Example or Code (if necessary and relevant)

Below is a minimal CSS workaround sometimes used to reduce (not eliminate) the issue by discouraging row splitting:

tr, td {
  page-break-inside: avoid;
}

This forces wkhtmltopdf to keep each row on a single page, preventing header overlap at the cost of larger page gaps and less efficient pagination.

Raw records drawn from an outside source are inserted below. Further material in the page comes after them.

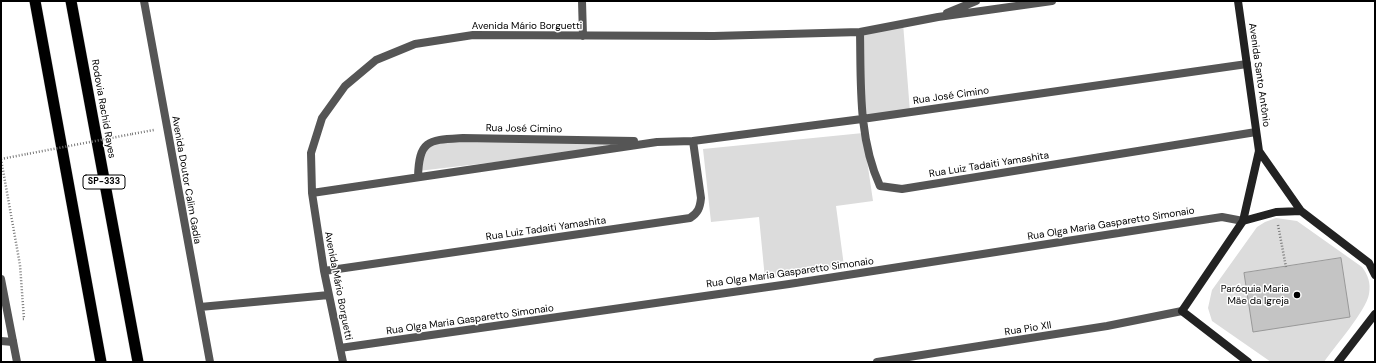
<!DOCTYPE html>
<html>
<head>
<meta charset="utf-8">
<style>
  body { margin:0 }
  #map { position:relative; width:1376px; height:363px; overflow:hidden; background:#fff; font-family:"DM Sans",sans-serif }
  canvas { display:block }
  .frame { position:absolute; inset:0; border:2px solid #000; pointer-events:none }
</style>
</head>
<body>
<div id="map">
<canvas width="1376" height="363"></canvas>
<div class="frame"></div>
</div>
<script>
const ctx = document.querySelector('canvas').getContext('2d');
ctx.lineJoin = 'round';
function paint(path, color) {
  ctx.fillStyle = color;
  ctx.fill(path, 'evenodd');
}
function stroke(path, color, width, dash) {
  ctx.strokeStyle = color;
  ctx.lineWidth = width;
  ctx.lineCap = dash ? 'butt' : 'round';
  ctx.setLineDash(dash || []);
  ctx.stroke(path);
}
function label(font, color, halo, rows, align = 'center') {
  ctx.font = font + ' "DM Sans",sans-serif';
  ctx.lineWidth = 3;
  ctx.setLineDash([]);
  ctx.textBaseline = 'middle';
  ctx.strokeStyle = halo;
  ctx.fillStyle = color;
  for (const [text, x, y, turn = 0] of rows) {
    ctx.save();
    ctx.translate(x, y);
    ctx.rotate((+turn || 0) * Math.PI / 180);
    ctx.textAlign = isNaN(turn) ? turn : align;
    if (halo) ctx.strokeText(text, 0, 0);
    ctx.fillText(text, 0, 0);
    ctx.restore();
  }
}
const green = new Path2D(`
  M903,23L910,112L862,119L860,32Z
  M863,133L873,201L836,206L844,266L765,279L759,217L711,222L703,149Z
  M612,141L617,148L418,171L431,142Z
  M1276,218L1297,221L1362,267C1368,275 1371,283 1369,294C1366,311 1335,346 1324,362H1271L1212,321L1208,308L1212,290L1257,227L1265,222Z`);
const building = new Path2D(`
  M1341,258L1350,317L1253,332L1244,273Z`);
const path = new Path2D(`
  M132,134L154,130
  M1,159L20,265L24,319H22
  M1,159L27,154
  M1278,225L1286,267`);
const minor = new Path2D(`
  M144,1L210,362
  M582,1L583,36
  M947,13L976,1
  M860,32C861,83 858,138 880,186L902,189L1256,132
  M418,177C419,139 429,140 463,138L634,141
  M312,193L657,142L693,141L862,119L1247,64
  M324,271L690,218C698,213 700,208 701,198L693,141
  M200,307L329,295
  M1,341L13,342
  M340,348L789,284L1222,217L1243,221
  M343,362L324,271L312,193L311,153L322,118L345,86L376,60L415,44L473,35L714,36L860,32L938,17L1052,1
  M877,362L1107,326L1182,311`);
const tertiary = new Path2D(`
  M1,279L17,362`);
const secondary = new Path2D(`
  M1238,1L1259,151L1243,221L1182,311L1248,362
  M1259,151L1301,211L1369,263L1375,275
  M1243,221L1276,212L1301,211
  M1338,362L1375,314`);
const trunk = new Path2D(`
  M35,1L101,362
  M71,1L138,362`);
const pathBridge = new Path2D(`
  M27,154L132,134`);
const markers = [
  [1297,295,4,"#000"]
];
const shields = [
  [104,182,42]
];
const shieldNames = [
  ["SP-333",104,182]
];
const streetNames = [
  ["Avenida Mário Borguetti",527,26],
  ["Avenida Santo Antônio",1259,75,82],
  ["Rua José Cimino",951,96,-8],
  ["Rodovia Rachid Rayes",103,109,80],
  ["Rua José Cimino",524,129,1],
  ["Rua Luiz Tadaiti Yamashita",989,165,-9],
  ["Avenida Doutor Calim Gadia",186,180,80],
  ["Rua Olga Maria Gasparetto Simonaio",1111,224,-9],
  ["Rua Luiz Tadaiti Yamashita",546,229,-8],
  ["Rua Olga Maria Gasparetto Simonaio",790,273,-8],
  ["Avenida Mário Borguetti",338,286,79],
  ["Rua Olga Maria Gasparetto Simonaio",470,320,-8],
  ["Rua Pio XII",1028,329,-9]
];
const poiNames = [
  ["Paróquia Maria",1289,289],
  ["Mãe da Igreja",1289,301]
];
paint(green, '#dcdcdc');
paint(building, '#c4c4c4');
stroke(building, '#999', 1);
stroke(trunk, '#dbdbdb', 12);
stroke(path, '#777', 2.5, [1, 2]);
stroke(minor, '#555', 8);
stroke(tertiary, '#555', 8);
stroke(secondary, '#222', 8);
stroke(trunk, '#000', 11);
stroke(pathBridge, '#777', 2.5, [1, 2]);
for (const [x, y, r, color] of markers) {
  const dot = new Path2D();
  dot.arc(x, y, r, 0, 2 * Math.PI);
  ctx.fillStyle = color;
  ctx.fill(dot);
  stroke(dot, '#fff', 1.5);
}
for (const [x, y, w] of shields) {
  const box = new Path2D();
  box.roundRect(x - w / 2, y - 7, w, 14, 3);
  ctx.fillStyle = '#fff';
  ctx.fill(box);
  stroke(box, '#000', 1);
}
label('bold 9px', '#000', null, shieldNames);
label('10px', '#000', '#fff', streetNames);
label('10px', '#000', '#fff', poiNames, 'right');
</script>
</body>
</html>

How Senior Engineers Fix It

Experienced engineers recognize that wkhtmltopdf’s layout engine cannot be “patched” with CSS alone. They typically choose one of these strategies:

1. Prevent Row Splitting Entirely

Apply page-break-inside: avoid to <tr>
Reduce column count
Shorten or truncate long text
Pre-wrap long text server-side

2. Switch to a Modern HTML-to-PDF Engine

Senior engineers often migrate to engines with true pagination support, such as:

Paged.js
WeasyPrint
PrinceXML
Headless Chrome (Puppeteer)

These engines support:

Proper multi-page table layout
Correct header/footer repetition
CSS fragmentation rules
Modern HTML/CSS features

3. Split Rows Programmatically

When migration is not possible:

Detect long cell content
Split it into multiple rows server-side
Ensure each row fits on a page
Preserve visual continuity with styling

4. Avoid Complex Tables in PDF

Some teams redesign reports:

Convert wide tables into stacked card layouts
Use multi-page sections instead of one giant table
Export raw data separately (CSV/Excel)

Why Juniors Miss It

Junior engineers often assume:

wkhtmltopdf behaves like a modern browser
<thead> repetition is fully supported
CSS pagination rules work consistently
Long text will wrap safely
Table rendering is deterministic across engines

They typically do not realize that wkhtmltopdf’s WebKit engine is frozen in time, lacks modern pagination logic, and cannot be fixed with CSS alone.

Senior engineers know that this is not a bug you “fix” — it’s a limitation you architect around.